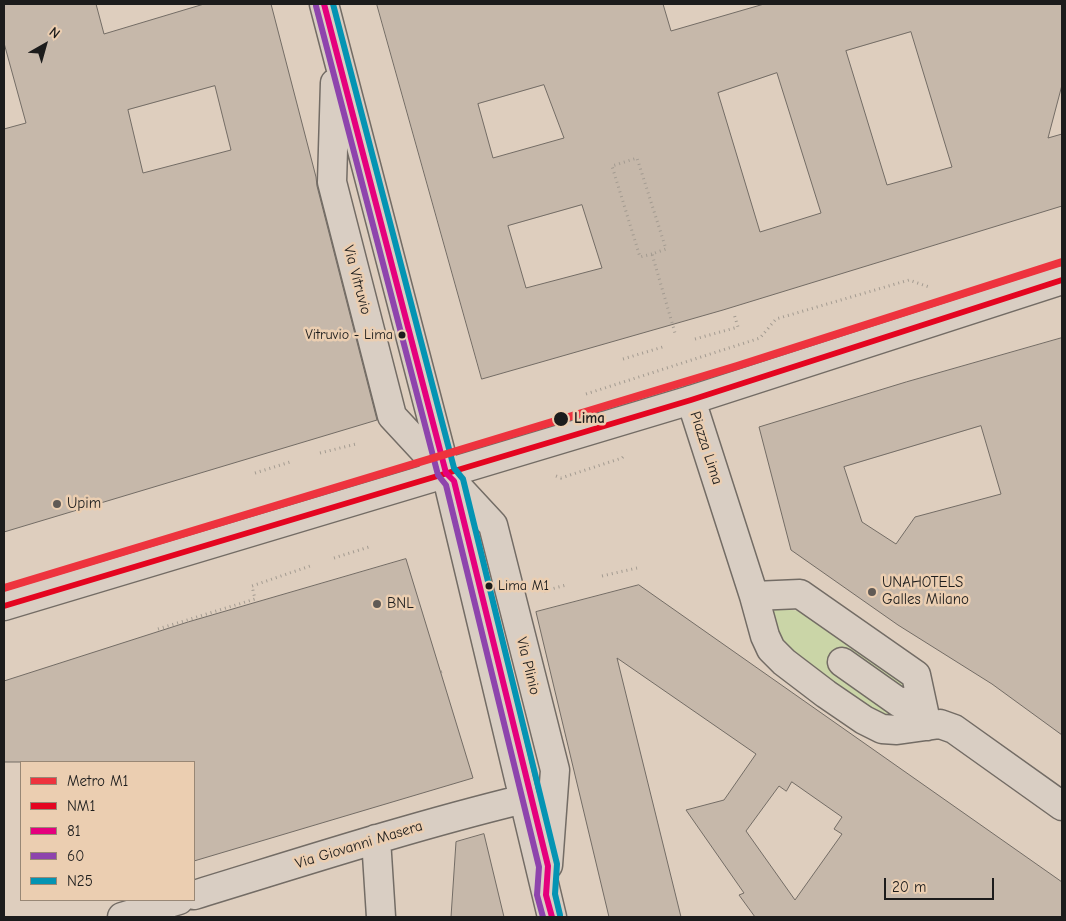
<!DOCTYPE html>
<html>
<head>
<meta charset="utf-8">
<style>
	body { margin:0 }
	#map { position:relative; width:1066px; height:921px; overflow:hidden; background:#decebe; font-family:"Comic Neue",sans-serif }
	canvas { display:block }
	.frame { position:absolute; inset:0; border:5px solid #1c1c1c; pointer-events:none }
	.legend { position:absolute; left:20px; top:761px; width:175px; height:140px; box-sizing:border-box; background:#ebceb1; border:1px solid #988775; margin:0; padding:6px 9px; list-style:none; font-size:15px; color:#1c1c1c }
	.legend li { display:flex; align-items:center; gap:10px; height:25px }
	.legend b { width:25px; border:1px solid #988775 }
	.north { position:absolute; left:20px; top:20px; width:50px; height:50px; -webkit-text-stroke:4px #ebceb1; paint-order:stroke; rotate:38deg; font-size:14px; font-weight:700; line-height:20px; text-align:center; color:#1c1c1c }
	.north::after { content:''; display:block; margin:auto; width:18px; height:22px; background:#1c1c1c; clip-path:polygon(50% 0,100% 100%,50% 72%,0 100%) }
	.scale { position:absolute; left:884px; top:878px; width:110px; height:22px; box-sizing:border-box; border:2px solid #1c1c1c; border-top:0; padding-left:6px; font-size:15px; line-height:18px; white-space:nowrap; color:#1c1c1c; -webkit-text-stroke:4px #ebceb1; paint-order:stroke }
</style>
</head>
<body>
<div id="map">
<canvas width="1066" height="921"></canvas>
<div class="frame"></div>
<ul class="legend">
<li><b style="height:6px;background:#ee333e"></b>Metro M1</li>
<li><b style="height:6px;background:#e40520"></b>NM1</li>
<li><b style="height:6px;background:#e5007d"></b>81</li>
<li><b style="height:6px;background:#8e44ad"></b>60</li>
<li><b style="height:6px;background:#0494b3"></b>N25</li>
</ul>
<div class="north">N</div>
<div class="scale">20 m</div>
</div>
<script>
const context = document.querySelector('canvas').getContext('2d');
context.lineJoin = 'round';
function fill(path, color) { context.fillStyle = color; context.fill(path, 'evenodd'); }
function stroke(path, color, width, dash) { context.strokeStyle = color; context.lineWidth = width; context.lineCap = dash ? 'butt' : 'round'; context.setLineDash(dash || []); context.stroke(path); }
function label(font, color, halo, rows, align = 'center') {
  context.font = font + ' "Comic Neue",sans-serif'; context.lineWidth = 5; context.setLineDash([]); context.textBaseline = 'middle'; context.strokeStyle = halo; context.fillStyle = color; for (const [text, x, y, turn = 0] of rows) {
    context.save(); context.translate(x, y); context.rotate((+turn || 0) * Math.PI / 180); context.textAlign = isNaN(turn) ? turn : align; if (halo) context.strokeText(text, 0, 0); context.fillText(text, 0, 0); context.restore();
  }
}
const green = new Path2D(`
	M774 609 806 611 902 674 906 690 848 649 833 671 891 713 888 718 876 717 790 654 782 642 770 615Z`);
const building = new Path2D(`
	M4 4H96L104 34 204 4H271L316 177 317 186 377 420 4 532V129L26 123 4 43ZM215 86 231 150 143 173 128 110Z
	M377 4H663L671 31 764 4H1062V85L1048 138 1062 134V206L723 310 482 379ZM911 32 952 167 887 185 846 51ZM777 73 821 213 760 232 718 93ZM544 85 564 138 493 158 478 104ZM582 205 602 268 526 288 508 226Z
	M1062 338V735L992 684 898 625 791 550 759 427 906 382ZM981 426 1001 494 915 517 896 544 862 522 844 467Z
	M406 559 473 778 194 861V762H4V681L188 622Z
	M639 585 1062 882V917H755L739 895 744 893 686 810 724 800 756 754 617 658 681 917H609L536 612ZM792 782 842 817 834 829 842 834 795 900 746 831 779 786 786 791Z
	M484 834 504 917H451L456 842Z`);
const path = new Path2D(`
	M652 254 640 257 612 166 637 158 666 249 652 254 675 333
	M695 339 738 327 734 314
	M623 359 666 346
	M586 394 760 338 776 319 909 280 929 287
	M320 453 356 444
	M255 473 290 462
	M556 476 561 478 622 458 625 455
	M334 558 372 546
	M602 576 637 568
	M544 591 566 585
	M158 629 255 599 252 586 313 565
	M441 672 444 671`);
const minor = new Path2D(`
	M324 4 446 473 552 917
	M335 83 332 182 392 416 493 525 555 770 548 865
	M691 400 754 596 765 636 771 649 784 662 826 694 864 720 882 729 897 730 940 724 954 729 1062 806
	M754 596 800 594 916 675 927 726
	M842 662 900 703 921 698
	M376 839 381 917
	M194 895C302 862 410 827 520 800H525
	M122 917 179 900`);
const major = new Path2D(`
	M4 606 691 400 1062 280`);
const bus1 = new Path2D(`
	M4 606 691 400 1062 280`);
const bus2 = new Path2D(`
	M324 4 446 473 454 481 548 866 546 895 552 917`);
const bus3 = new Path2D(`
	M316 6 438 475 446 485 539 867 537 895 543 917`);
const bus4 = new Path2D(`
	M333 4 454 468 463 479 557 864 555 894 560 915`);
const metro1 = new Path2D(`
	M4 588 737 366 1062 262`);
const markers = [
	[402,335,4.5,"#1c1c1c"],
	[561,419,8,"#1c1c1c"],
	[57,504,5,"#605a55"],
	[489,586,4.5,"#1c1c1c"],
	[872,592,5,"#605a55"],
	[377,604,5,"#605a55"]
];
const busNames = [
	["Vitruvio - Lima",393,335],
	["Lima M1",498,586,"left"]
];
const streetNames = [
	["Via Vitruvio",357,280,75],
	["Piazza Lima",706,448,72],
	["Via Plinio",528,666,76],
	["Via Giovanni Masera",359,845,-17]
];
const stopNames = [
	["Lima",574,419]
];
const poiNames = [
	["Upim",67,504],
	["UNAHOTELS",882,583],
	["Galles Milano",882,600],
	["BNL",387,604]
];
fill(green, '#cad5a7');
fill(building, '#c6b8aa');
stroke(building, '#736c65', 1);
stroke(minor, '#736c65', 31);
stroke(major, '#736c65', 31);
stroke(path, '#a39b91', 3, [1, 4]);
stroke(minor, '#d9cec3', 28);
stroke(major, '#d9cec3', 28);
stroke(bus1, '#e40520', 6);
stroke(bus2, '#e5007d', 6);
stroke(bus3, '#8e44ad', 6);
stroke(bus4, '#0494b3', 6);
stroke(metro1, '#ee333e', 8);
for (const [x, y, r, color] of markers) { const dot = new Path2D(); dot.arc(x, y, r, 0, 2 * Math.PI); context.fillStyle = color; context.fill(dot); stroke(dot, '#ebceb1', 2); }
label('14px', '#1c1c1c', '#ebceb1', busNames, 'right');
label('15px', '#1c1c1c', '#ebceb1', streetNames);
label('bold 15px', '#1c1c1c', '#ebceb1', stopNames, 'left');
label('15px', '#1c1c1c', '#ebceb1', poiNames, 'left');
</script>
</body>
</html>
··········
• [About this exercise]: Write out the lines from the start of the material to the line with "display:flex; align-items:center; gap:10px;", inclusive and exactly. Skip the pictures.

• [Task response]:
<!DOCTYPE html>
<html>
<head>
<meta charset="utf-8">
<style>
	body { margin:0 }
	#map { position:relative; width:1066px; height:921px; overflow:hidden; background:#decebe; font-family:"Comic Neue",sans-serif }
	canvas { display:block }
	.frame { position:absolute; inset:0; border:5px solid #1c1c1c; pointer-events:none }
	.legend { position:absolute; left:20px; top:761px; width:175px; height:140px; box-sizing:border-box; background:#ebceb1; border:1px solid #988775; margin:0; padding:6px 9px; list-style:none; font-size:15px; color:#1c1c1c }
	.legend li { display:flex; align-items:center; gap:10px; height:25px }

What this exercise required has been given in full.